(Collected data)
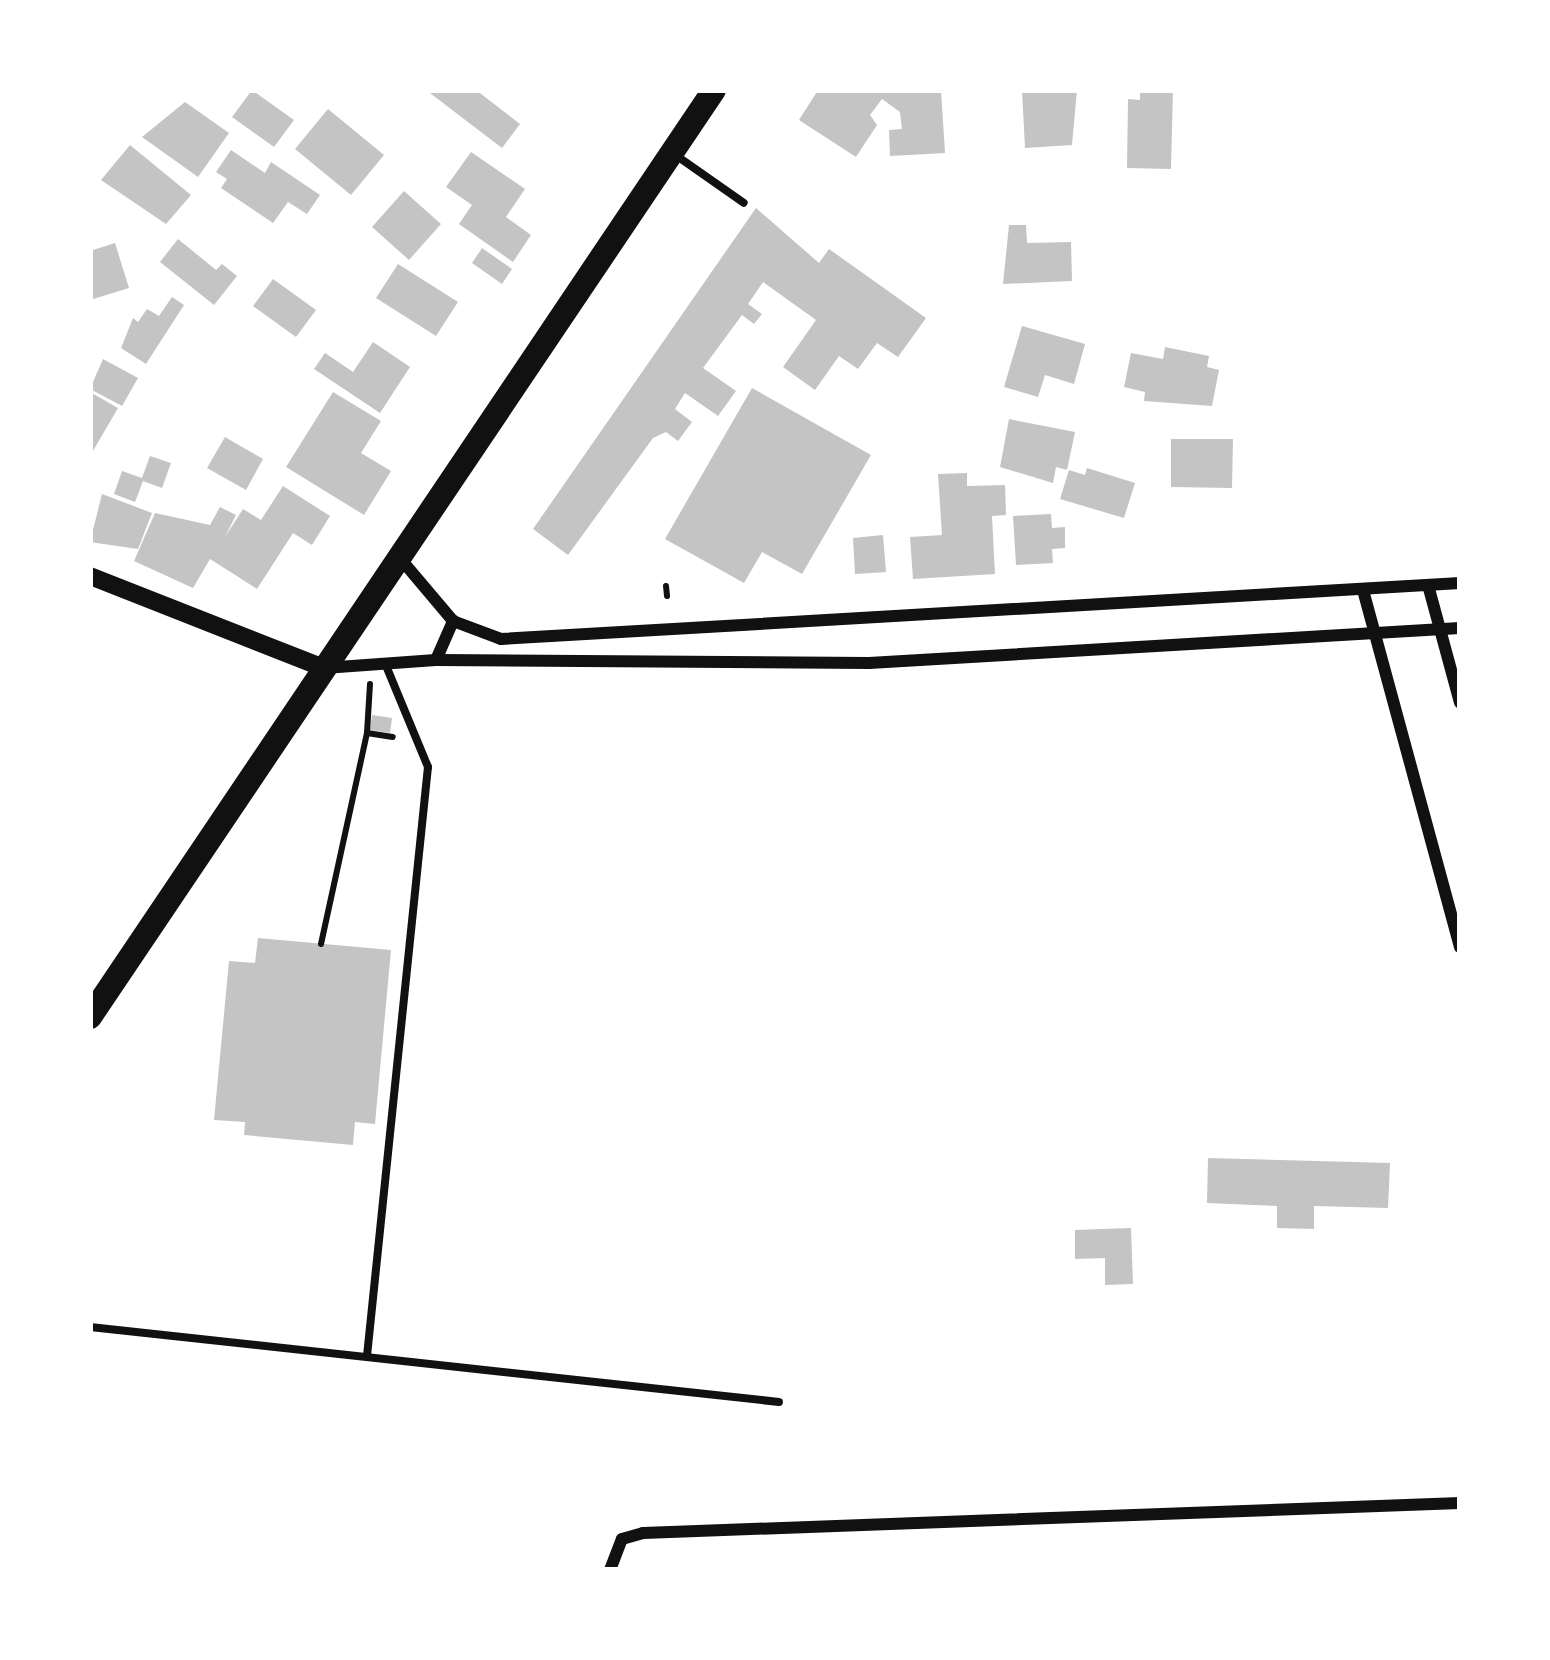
<!DOCTYPE html>
<html>
<head>
<meta charset="utf-8">
<style>
	body { margin:0 }
	#map { position:relative; width:1550px; height:1660px; overflow:hidden; background:#fff; font-family:Manrope,sans-serif }
	div>[style] { position:absolute }
	[style*='--x'] { left:calc(var(--x)*1px); top:calc(var(--y)*1px); width:calc(var(--w)*1px); rotate:calc(var(--a)*1deg) }
	.building>* { inset:0; background:#c4c4c4 }
	.path>* { height:6px; margin:-3px; padding:0 3px; transform-origin:3px; border-radius:3px; background:#111 }
	.service>* { height:8px; margin:-4px; padding:0 4px; transform-origin:4px; border-radius:4px; background:#111 }
	.minor>* { height:12px; margin:-6px; padding:0 6px; transform-origin:6px; border-radius:6px; background:#111 }
	.tertiary>* { height:18px; margin:-9px; padding:0 9px; transform-origin:9px; border-radius:9px; background:#111 }
	.primary>* { height:24px; margin:-12px; padding:0 12px; transform-origin:12px; border-radius:12px; background:#111 }
	span { translate:-50% -50%; white-space:nowrap; text-align:center; line-height:1.15; -webkit-text-stroke:12px #fff; paint-order:stroke }
	.frame { position:absolute; inset:0; border:93px solid #fff; pointer-events:none }
</style>
</head>
<body>
<div id="map">
	<div class="building">
		<i style="clip-path:polygon(252px 90px,294px 120px,274px 147px,232px 117px)"></i>
		<i style="clip-path:polygon(426px 90px,476px 90px,520px 124px,502px 148px)"></i>
		<i style="clip-path:polygon(818px 90px,941px 90px,945px 153px,890px 156px,889px 130px,902px 129px,900px 112px,882px 99px,870px 115px,877px 125px,856px 157px,799px 120px)"></i>
		<i style="clip-path:polygon(1022px 90px,1077px 90px,1072px 145px,1025px 148px)"></i>
		<i style="clip-path:polygon(1140px 90px,1173px 90px,1171px 169px,1127px 168px,1128px 99px,1140px 100px)"></i>
		<i style="clip-path:polygon(185px 102px,229px 133px,198px 177px,142px 137px)"></i>
		<i style="clip-path:polygon(328px 109px,384px 155px,351px 195px,295px 149px)"></i>
		<i style="clip-path:polygon(130px 145px,191px 195px,166px 224px,101px 180px)"></i>
		<i style="clip-path:polygon(231px 150px,265px 173px,271px 162px,320px 195px,307px 214px,288px 202px,273px 223px,221px 188px,227px 179px,216px 172px)"></i>
		<i style="clip-path:polygon(471px 152px,525px 189px,506px 217px,531px 235px,513px 262px,459px 224px,472px 205px,446px 187px)"></i>
		<i style="clip-path:polygon(404px 191px,441px 224px,409px 260px,372px 227px)"></i>
		<i style="clip-path:polygon(756px 208px,819px 263px,829px 249px,926px 318px,898px 357px,877px 343px,858px 369px,839px 356px,815px 390px,783px 367px,816px 320px,763px 282px,748px 304px,762px 314px,754px 324px,742px 315px,703px 368px,736px 391px,718px 416px,685px 393px,675px 409px,692px 422px,678px 441px,666px 432px,653px 438px,568px 555px,533px 529px)"></i>
		<i style="clip-path:polygon(1009px 225px,1026px 225px,1027px 243px,1071px 242px,1072px 281px,1003px 284px)"></i>
		<i style="clip-path:polygon(178px 239px,216px 270px,222px 264px,237px 276px,214px 305px,160px 262px)"></i>
		<i style="clip-path:polygon(115px 243px,129px 288px,90px 300px,90px 251px)"></i>
		<i style="clip-path:polygon(482px 248px,512px 269px,502px 284px,472px 263px)"></i>
		<i style="clip-path:polygon(398px 264px,458px 302px,436px 336px,376px 298px)"></i>
		<i style="clip-path:polygon(273px 279px,316px 310px,296px 337px,253px 306px)"></i>
		<i style="clip-path:polygon(172px 297px,184px 305px,146px 364px,121px 348px,133px 318px,138px 322px,147px 309px,159px 316px)"></i>
		<i style="clip-path:polygon(1022px 326px,1085px 344px,1074px 384px,1045px 375px,1038px 397px,1004px 387px)"></i>
		<i style="clip-path:polygon(373px 342px,410px 367px,380px 413px,314px 369px,325px 353px,353px 372px)"></i>
		<i style="clip-path:polygon(1165px 347px,1209px 356px,1207px 367px,1219px 370px,1212px 406px,1144px 401px,1145px 392px,1124px 387px,1131px 353px,1163px 359px)"></i>
		<i style="clip-path:polygon(103px 359px,138px 378px,122px 406px,90px 389px)"></i>
		<i style="clip-path:polygon(752px 388px,871px 455px,802px 574px,762px 552px,744px 583px,665px 539px)"></i>
		<i style="clip-path:polygon(90px 392px,118px 408px,90px 456px)"></i>
		<i style="clip-path:polygon(333px 392px,381px 421px,361px 453px,391px 471px,364px 515px,286px 467px)"></i>
		<i style="clip-path:polygon(1009px 419px,1075px 432px,1067px 470px,1056px 467px,1053px 483px,1000px 467px)"></i>
		<i style="clip-path:polygon(225px 437px,263px 459px,246px 490px,207px 468px)"></i>
		<i style="clip-path:polygon(1171px 439px,1233px 439px,1232px 488px,1171px 487px)"></i>
		<i style="clip-path:polygon(150px 456px,171px 463px,162px 488px,143px 481px,135px 502px,114px 494px,122px 471px,142px 478px)"></i>
		<i style="clip-path:polygon(1087px 468px,1135px 483px,1124px 518px,1060px 499px,1069px 470px,1085px 475px)"></i>
		<i style="clip-path:polygon(967px 473px,967px 486px,1005px 485px,1006px 515px,992px 516px,995px 574px,913px 579px,910px 537px,942px 535px,938px 474px)"></i>
		<i style="clip-path:polygon(283px 486px,330px 516px,312px 545px,293px 533px,257px 589px,210px 559px,193px 588px,134px 561px,155px 513px,210px 525px,220px 507px,236px 515px,225px 537px,243px 509px,261px 520px)"></i>
		<i style="clip-path:polygon(102px 494px,152px 513px,138px 549px,90px 542px)"></i>
		<i style="clip-path:polygon(1051px 514px,1052px 528px,1065px 527px,1065px 548px,1052px 549px,1053px 563px,1016px 565px,1013px 516px)"></i>
		<i style="clip-path:polygon(883px 535px,886px 572px,855px 574px,853px 538px)"></i>
		<i style="clip-path:polygon(372px 715px,392px 718px,390px 733px,370px 730px)"></i>
		<i style="clip-path:polygon(258px 938px,391px 950px,375px 1124px,355px 1122px,353px 1145px,244px 1135px,245px 1122px,214px 1120px,229px 961px,255px 963px)"></i>
		<i style="clip-path:polygon(1208px 1158px,1390px 1163px,1388px 1208px,1314px 1206px,1314px 1229px,1277px 1228px,1277px 1206px,1207px 1203px)"></i>
		<i style="clip-path:polygon(1131px 1228px,1133px 1284px,1105px 1285px,1105px 1258px,1075px 1259px,1075px 1230px)"></i>
	</div>
	<div class="path">
		<i style="--x:666;--y:586;--w:10;--a:84"></i>
		<i style="--x:367;--y:733;--w:26;--a:9"></i>
		<i style="--x:321;--y:944;--w:216;--a:-77.7"></i>
		<i style="--x:367;--y:733;--w:49;--a:-86.5"></i>
	</div>
	<div class="service">
		<i style="--x:674;--y:154;--w:85;--a:35"></i>
		<i style="--x:90;--y:1327;--w:693;--a:6.21"></i>
		<i style="--x:367;--y:1356;--w:592;--a:-84.09"></i>
		<i style="--x:428;--y:767;--w:113;--a:-112.5"></i>
	</div>
	<div class="minor">
		<i style="--x:399;--y:557;--w:84;--a:49.8"></i>
		<i style="--x:453;--y:621;--w:51;--a:20.6"></i>
		<i style="--x:501;--y:639;--w:961;--a:-3.34"></i>
		<i style="--x:1428;--y:585;--w:122;--a:74.8"></i>
		<i style="--x:1363;--y:590;--w:370;--a:74.8"></i>
		<i style="--x:436;--y:660;--w:43;--a:-66.4"></i>
		<i style="--x:324;--y:668;--w:112;--a:-4.1"></i>
		<i style="--x:436;--y:660;--w:433;--a:0.4"></i>
		<i style="--x:869;--y:663;--w:592;--a:-3.39"></i>
		<i style="--x:610;--y:1570;--w:33;--a:-69"></i>
		<i style="--x:622;--y:1539;--w:22;--a:-16"></i>
		<i style="--x:643;--y:1533;--w:818;--a:-2.1"></i>
	</div>
	<div class="tertiary">
		<i style="--x:90;--y:576;--w:251;--a:21.5"></i>
	</div>
	<div class="primary">
		<i style="--x:90;--y:1017;--w:1117;--a:-56.05"></i>
	</div>
	<div class="frame"></div>
</div>
</body>
</html>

▸ Your instructions
Copy out the lines above that hold the string "minor".

▸ Task solution
	.minor>* { height:12px; margin:-6px; padding:0 6px; transform-origin:6px; border-radius:6px; background:#111 }
	<div class="minor">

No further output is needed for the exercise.